> [WHAT YOU NEED TO DO] State, as one number, how many lines in these records hold "search".

*** Opening of SOURCE INFORMATION ***

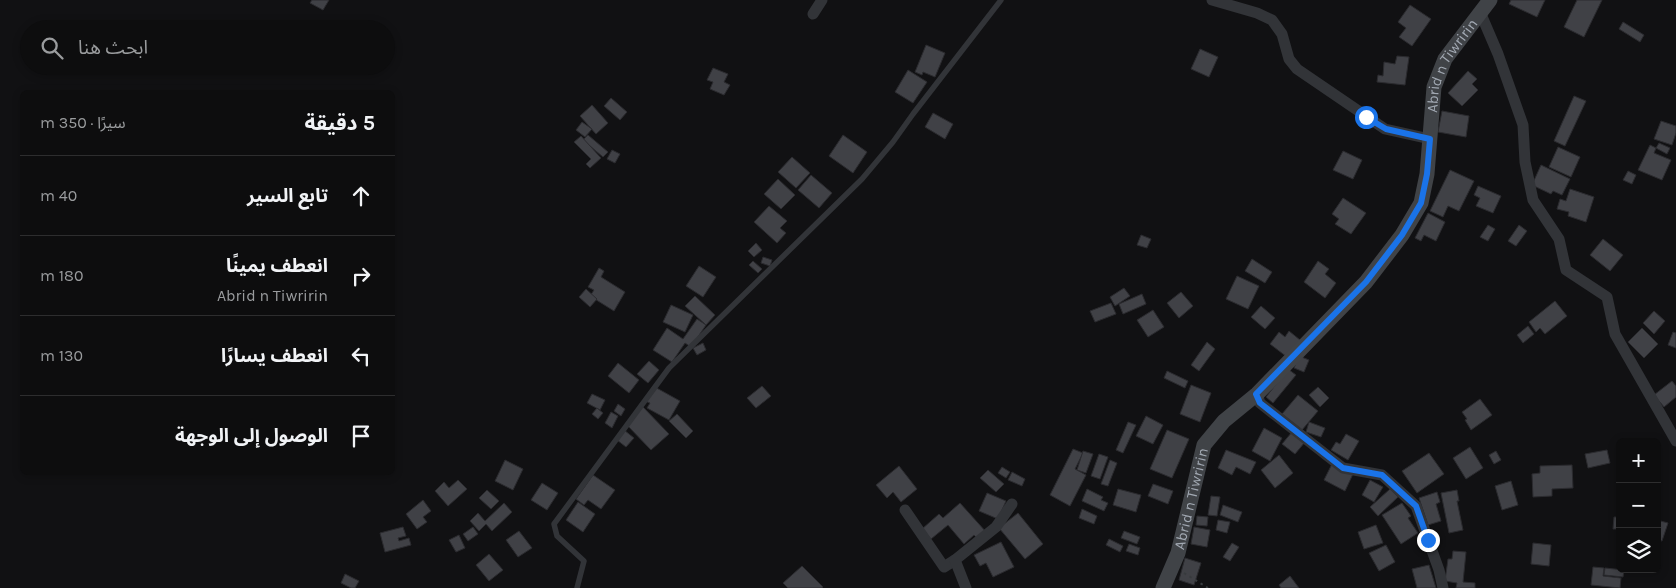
<!DOCTYPE html>
<html lang="ar">
<meta charset="utf-8">
<style>
:root{--surface:#0d0d0e;--page:#161617;--text:#f1f3f6;--muted:#9a9c9e;--line:#2d2d2e}
body{margin:0;font-family:Karla,"Noto Sans Arabic",sans-serif;background:var(--page);color:var(--text);direction:rtl}
.controls{position:absolute;right:15px;bottom:15px;display:grid;overflow:hidden;border-radius:8px;box-shadow:0 2px 8px #0003}
.controls button{width:45px;height:45px;display:grid;place-items:center;padding:0;border:0;border-bottom:1px solid var(--line);background:var(--surface);color:var(--text);font:25px sans-serif}
.stop{position:absolute;width:15px;height:15px;margin:-11px;border:4px solid #1a73e8;border-radius:50%;background:#fff}
.stop.end{background:#1a73e8;border-color:#fff;box-shadow:0 1px 5px #0008}
.list{margin:0;padding:0;list-style:none}
h2{display:flex;justify-content:space-between;align-items:center;height:65px;margin:0;padding:0 20px;font-size:21px}
h2 small{font-size:16px;font-weight:400;color:var(--muted)}
.list li{display:grid;grid-template-columns:32px 1fr auto;gap:15px;align-items:center;box-sizing:border-box;height:80px;padding:0 20px;border-top:1px solid var(--line)}
.list b{display:block;font-size:19px;white-space:nowrap}
.list p{margin:0;font-size:16px;white-space:nowrap;color:var(--muted)}
.list em{font-size:16px;font-style:normal;color:var(--muted)}
.icon{flex:none;width:28px;height:28px;fill:none;stroke:currentColor;stroke-width:2;stroke-linecap:round;stroke-linejoin:round}
.map{position:relative;flex:none;width:1676px;height:588px;overflow:hidden;direction:ltr}
.search{position:absolute;background:var(--surface);box-shadow:0 2px 8px #0003;left:20px;top:20px;width:375px;height:55px;display:flex;align-items:center;gap:12px;box-sizing:border-box;padding:0 18px;border-radius:28px;color:var(--muted);font-size:19px}
.panel{position:absolute;background:var(--surface);box-shadow:0 2px 8px #0003;left:20px;top:90px;width:375px;height:385px;border-radius:8px;direction:rtl}
.map>svg:first-child{display:block}
</style>
<div class="map">
<svg width="1676" height="588" viewBox="0 0 1676 588">
<rect width="100%" height="100%" fill="#111113"/>
<g fill="#404146" stroke="#2b2b2f">
<polygon points="312,0 329,0 323,10 310,3"/>
<polygon points="1511,0 1545,0 1537,17 1509,4"/>
<polygon points="1577,0 1602,0 1584,37 1564,27"/>
<polygon points="1410,5 1431,19 1412,46 1399,37 1406,28 1398,22"/>
<polygon points="1623,22 1644,35 1640,42 1619,29"/>
<polygon points="926,45 945,53 935,77 923,72 922,75 915,72"/>
<polygon points="1200,49 1218,57 1209,77 1191,69"/>
<polygon points="1397,56 1409,57 1405,85 1377,82 1378,75 1383,76 1384,62 1395,64"/>
<polygon points="713,68 728,74 724,82 730,85 724,95 710,89 713,82 707,80"/>
<polygon points="908,70 927,82 913,103 895,92"/>
<polygon points="1468,71 1477,79 1472,84 1478,90 1462,106 1448,93"/>
<polygon points="1574,96 1586,101 1565,146 1554,141"/>
<polygon points="611,98 627,112 620,120 604,106"/>
<polygon points="592,105 608,123 596,134 580,116"/>
<polygon points="1442,111 1469,116 1466,137 1438,132"/>
<polygon points="933,113 953,124 945,139 925,127"/>
<polygon points="1661,121 1676,126 1676,133 1672,145 1654,139"/>
<polygon points="582,122 592,129 585,137 576,130"/>
<polygon points="588,135 608,152 603,157 583,140"/>
<polygon points="843,135 867,152 853,173 829,156"/>
<polygon points="581,136 601,158 590,168 586,164 591,159 574,142"/>
<polygon points="1659,143 1670,148 1667,154 1656,148"/>
<polygon points="1650,145 1656,148 1654,153 1671,160 1662,180 1638,170"/>
<polygon points="1558,147 1580,157 1571,177 1549,167"/>
<polygon points="612,150 620,154 615,163 607,159"/>
<polygon points="1343,151 1362,160 1353,179 1333,170"/>
<polygon points="792,157 810,173 796,188 778,172"/>
<polygon points="1541,165 1570,179 1562,195 1553,191 1551,194 1532,185"/>
<polygon points="1450,170 1474,181 1459,211 1448,206 1443,217 1430,211"/>
<polygon points="1628,171 1636,175 1632,184 1623,180"/>
<polygon points="811,175 832,193 819,208 798,190"/>
<polygon points="778,179 795,195 781,209 764,194"/>
<polygon points="1478,186 1501,196 1493,213 1476,206 1480,198 1474,195"/>
<polygon points="1570,189 1594,197 1586,222 1568,216 1569,212 1557,209 1560,199 1566,201"/>
<polygon points="1343,198 1366,213 1351,234 1335,224 1339,219 1332,214"/>
<polygon points="769,206 787,221 780,228 786,233 777,243 754,222"/>
<polygon points="1428,213 1445,222 1436,241 1424,235 1421,241 1415,238"/>
<polygon points="1488,225 1495,229 1488,241 1480,237"/>
<polygon points="1519,225 1527,231 1516,246 1508,241"/>
<polygon points="1141,235 1151,239 1147,248 1137,245"/>
<polygon points="1603,239 1623,255 1610,271 1590,255"/>
<polygon points="756,243 762,250 754,257 748,251"/>
<polygon points="763,257 772,260 770,266 761,263"/>
<polygon points="1252,259 1272,272 1265,283 1245,271"/>
<polygon points="753,261 762,269 758,273 749,265"/>
<polygon points="1318,261 1329,269 1325,274 1336,283 1325,298 1304,282"/>
<polygon points="699,266 716,277 703,297 686,286"/>
<polygon points="599,268 604,271 601,277 625,292 614,311 590,296 594,290 588,287"/>
<polygon points="1237,276 1259,286 1248,309 1226,299"/>
<polygon points="1124,288 1130,296 1115,306 1110,297"/>
<polygon points="586,289 597,299 590,307 579,297"/>
<polygon points="1181,292 1193,306 1179,318 1167,303"/>
<polygon points="1142,294 1146,304 1123,314 1119,304"/>
<polygon points="695,296 715,315 706,325 685,306"/>
<polygon points="1555,301 1567,316 1545,334 1540,328 1536,332 1529,322"/>
<polygon points="1111,303 1116,314 1095,322 1090,311"/>
<polygon points="671,305 693,315 685,332 663,322"/>
<polygon points="1261,306 1275,318 1265,329 1251,317"/>
<polygon points="1153,310 1164,327 1148,337 1137,320"/>
<polygon points="1654,311 1665,321 1654,334 1643,323"/>
<polygon points="697,319 706,325 691,347 685,343 672,362 653,350 667,328 683,339"/>
<polygon points="1528,326 1534,334 1523,343 1517,335"/>
<polygon points="1642,328 1658,344 1644,358 1628,342"/>
<polygon points="1289,331 1300,340 1287,357 1270,344 1279,332 1285,337"/>
<polygon points="1673,332 1676,333 1676,348 1668,345"/>
<polygon points="1207,342 1215,349 1199,371 1191,365"/>
<polygon points="703,343 706,350 697,355 693,348"/>
<polygon points="1299,356 1309,360 1304,372 1294,368"/>
<polygon points="649,361 659,370 648,383 637,374"/>
<polygon points="618,363 639,380 629,393 608,376"/>
<polygon points="1288,369 1296,375 1273,403 1266,397"/>
<polygon points="1167,371 1188,381 1185,388 1164,378"/>
<polygon points="1672,381 1676,386 1676,397 1664,407 1654,395"/>
<polygon points="1191,385 1211,393 1200,422 1180,414"/>
<polygon points="653,386 680,401 669,420 647,408 650,403 645,401"/>
<polygon points="762,386 771,396 756,408 747,398"/>
<polygon points="1318,387 1329,398 1320,407 1309,395"/>
<polygon points="592,394 605,400 600,410 587,403"/>
<polygon points="1298,395 1318,411 1302,430 1282,414"/>
<polygon points="1480,399 1492,415 1471,430 1465,420 1467,419 1462,412"/>
<polygon points="618,404 625,409 621,416 614,411"/>
<polygon points="643,407 669,434 651,450 626,424"/>
<polygon points="597,408 603,413 598,419 592,414"/>
<polygon points="611,412 618,416 612,428 605,423"/>
<polygon points="677,414 693,431 686,438 669,421"/>
<polygon points="1146,416 1163,425 1153,444 1136,436"/>
<polygon points="1128,422 1136,425 1123,453 1116,450"/>
<polygon points="1309,422 1325,428 1321,437 1306,432"/>
<polygon points="1264,428 1282,438 1270,461 1252,451"/>
<polygon points="624,430 634,438 626,447 617,440"/>
<polygon points="1167,430 1189,439 1172,478 1150,469"/>
<polygon points="1292,432 1305,442 1295,454 1282,444"/>
<polygon points="1346,434 1359,441 1348,460 1331,450 1336,442 1340,444"/>
<polygon points="1470,447 1483,468 1466,479 1453,458"/>
<polygon points="1073,449 1083,453 1075,469 1086,475 1070,506 1050,495"/>
<polygon points="1226,450 1256,462 1250,474 1236,467 1232,475 1218,468"/>
<polygon points="1607,450 1610,463 1588,468 1585,454"/>
<polygon points="1083,451 1093,454 1086,473 1077,470"/>
<polygon points="1496,451 1501,460 1494,464 1489,455"/>
<polygon points="1429,453 1444,474 1417,493 1402,471"/>
<polygon points="1099,454 1108,457 1100,479 1091,476"/>
<polygon points="1279,455 1293,473 1275,488 1261,470"/>
<polygon points="505,460 523,469 513,490 495,481"/>
<polygon points="1110,460 1117,463 1108,486 1101,484"/>
<polygon points="1332,464 1353,474 1345,491 1324,480"/>
<polygon points="1572,465 1573,488 1552,489 1552,496 1533,497 1532,474 1540,473 1540,466"/>
<polygon points="899,466 917,489 901,502 893,492 887,498 876,485"/>
<polygon points="1002,467 1010,472 1006,478 998,473"/>
<polygon points="988,470 1004,484 996,492 980,478"/>
<polygon points="1012,472 1025,479 1022,486 1008,480"/>
<polygon points="593,475 615,490 601,509 588,500 584,505 576,499"/>
<polygon points="458,480 467,489 448,506 435,491 444,482 449,488"/>
<polygon points="1370,480 1383,487 1374,502 1362,495"/>
<polygon points="1511,481 1518,505 1502,510 1495,486"/>
<polygon points="542,483 558,493 547,510 531,500"/>
<polygon points="1153,484 1173,491 1168,504 1148,496"/>
<polygon points="1087,489 1103,497 1101,500 1108,503 1104,511 1082,501"/>
<polygon points="1118,489 1141,495 1136,512 1113,505"/>
<polygon points="1390,489 1398,497 1378,516 1370,507"/>
<polygon points="487,490 499,501 491,509 479,498"/>
<polygon points="1457,490 1459,501 1457,501 1463,530 1449,533 1441,493"/>
<polygon points="1437,492 1440,502 1436,504 1441,521 1428,525 1419,498"/>
<polygon points="987,493 1006,501 998,519 979,511"/>
<polygon points="1211,496 1220,497 1217,516 1208,515"/>
<polygon points="423,500 431,511 423,517 427,522 417,529 406,514"/>
<polygon points="578,502 595,514 583,532 566,520"/>
<polygon points="504,503 512,512 492,531 486,524 479,531 470,521 478,513 485,521"/>
<polygon points="960,503 987,533 979,540 974,535 964,544 948,525 931,539 922,529 939,514 943,518"/>
<polygon points="1402,503 1411,516 1408,518 1418,533 1401,544 1382,515"/>
<polygon points="1223,505 1242,512 1238,522 1220,515"/>
<polygon points="1082,509 1097,516 1094,524 1079,518"/>
<polygon points="1018,513 1043,544 1025,559 999,528"/>
<polygon points="1197,516 1208,517 1207,526 1196,525"/>
<polygon points="1614,517 1620,517 1620,538 1618,538 1619,529 1613,529"/>
<polygon points="1218,520 1230,522 1227,533 1216,530"/>
<polygon points="1657,520 1668,523 1662,541 1657,540"/>
<polygon points="1376,525 1383,543 1364,549 1358,532"/>
<polygon points="403,527 406,536 398,538 399,541 409,538 411,545 385,552 380,533"/>
<polygon points="473,527 478,534 468,541 463,534"/>
<polygon points="1194,527 1210,530 1207,547 1191,544"/>
<polygon points="519,531 532,548 518,557 506,540"/>
<polygon points="1124,531 1140,537 1137,544 1121,538"/>
<polygon points="459,535 465,548 456,552 449,540"/>
<polygon points="1109,539 1123,546 1120,552 1106,545"/>
<polygon points="1001,542 1014,567 993,577 986,563 980,566 974,555"/>
<polygon points="1232,543 1239,547 1230,561 1223,557"/>
<polygon points="1533,543 1551,545 1549,566 1531,564"/>
<polygon points="1129,544 1140,548 1138,555 1126,551"/>
<polygon points="1386,545 1395,562 1379,571 1369,553"/>
<polygon points="1453,551 1466,552 1463,582 1475,583 1475,588 1456,588 1457,583 1445,581 1448,559 1452,559"/>
<polygon points="489,554 503,570 489,581 476,565"/>
<polygon points="1185,558 1201,563 1194,585 1179,580"/>
<polygon points="1429,565 1436,588 1417,588 1412,569"/>
<polygon points="802,566 823,587 822,588 788,588 783,583"/>
<polygon points="1593,567 1604,568 1603,576 1621,578 1620,588 1591,585"/>
<polygon points="1605,568 1624,570 1623,577 1604,575"/>
<polygon points="345,574 359,581 355,588 351,588 341,583"/>
<polygon points="1290,576 1299,588 1281,588 1279,585"/>
</g>
<g fill="none" stroke-linecap="round" stroke-linejoin="round">
<polyline stroke="#383b3e" stroke-width="2" stroke-dasharray="2.5 4" stroke-linecap="butt" points="1184,573 1208,588"/>
<polyline stroke="#323438" stroke-width="5.5" points="577,588 584,561 557,536 554,524 669,368 862,179 893,142 913,114 1001,0"/>
<g stroke="#323438" stroke-width="11">
<polyline points="1212,0 1257,13 1272,20 1282,34 1289,59 1297,69 1385,129 1430,139"/>
<polyline points="1480,12 1498,54 1523,125 1525,162 1533,200 1559,239 1566,270 1607,297 1615,334 1676,441"/>
<polyline points="813,14 822,0"/>
<polyline points="1257,394 1260,403 1343,468 1382,475 1416,506 1439,570 1443,588"/>
<polyline points="905,510 944,567 955,560"/>
<polyline points="966,588 955,560 996,527 1012,504"/>
</g>
<path stroke="#404347" stroke-width="15" id="s1" d="M1163 588 1178 553 1204 445 1224 421 1257 394 1366 282 1402 235 1421 203 1427 174 1434 87 1445 59 1490 0"/>
</g>
<g fill="none" stroke-linecap="round" stroke-linejoin="round">
<polyline stroke="#1a73e8" stroke-width="6" points="1366,117 1386,129 1430,139 1427,174 1421,203 1402,235 1366,282 1256,394 1260,403 1343,468 1382,475 1416,506 1428,540"/>
</g>
<g text-anchor="middle" dominant-baseline="central" stroke-width="4" stroke-linejoin="round" paint-order="stroke">
<g font-size="15" fill="#a2a9b3" stroke="#0c0c0d">
<text stroke="none"><textPath href="#s1" startOffset="619">Abrid n Tiwririn</textPath></text>
<text stroke="none"><textPath href="#s1" startOffset="94">Abrid n Tiwririn</textPath></text>
</g>
</g>
</svg>
<div class="controls">
<button>+</button>
<button>−</button>
<button><svg class="icon" aria-label="layers" viewBox="0 0 24 24"><path d="M12 4l9 5-9 5-9-5zM3 14l9 5 9-5"/></svg></button>
</div>
<div class="stop" style="left:1366px;top:117px"></div>
<div class="stop end" style="left:1428px;top:540px"></div>
<div class="search"><svg class="icon" aria-label="search" viewBox="0 0 24 24"><circle cx="10" cy="10" r="6"/><path d="M15 15l6 6"/></svg>ابحث هنا</div>
<section class="panel">
<h2>5 دقيقة<small>سيرًا · 350 m</small></h2>
<ul class="list">
<li><svg class="icon" aria-label="ahead" viewBox="0 0 24 24"><path d="M12 20V5M6 11l6-6 6 6"/></svg><div><b>تابع السير</b></div><em>40 m</em></li>
<li><svg class="icon" aria-label="right" viewBox="0 0 24 24"><path d="M7 20v-9h11M14 6l5 5-5 5"/></svg><div><b>انعطف يمينًا</b><p>Abrid n Tiwririn</p></div><em>180 m</em></li>
<li><svg class="icon" aria-label="left" viewBox="0 0 24 24"><path d="M17 20v-9H6M10 6l-5 5 5 5"/></svg><div><b>انعطف يسارًا</b></div><em>130 m</em></li>
<li><svg class="icon" aria-label="arrive" viewBox="0 0 24 24"><path d="M6 21V4h12l-3 4 3 4H6"/></svg><div><b>الوصول إلى الوجهة</b></div></li>
</ul>
</section>
</div>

*** Close of SOURCE INFORMATION ***

> [ANSWER TO THIS TASK] 2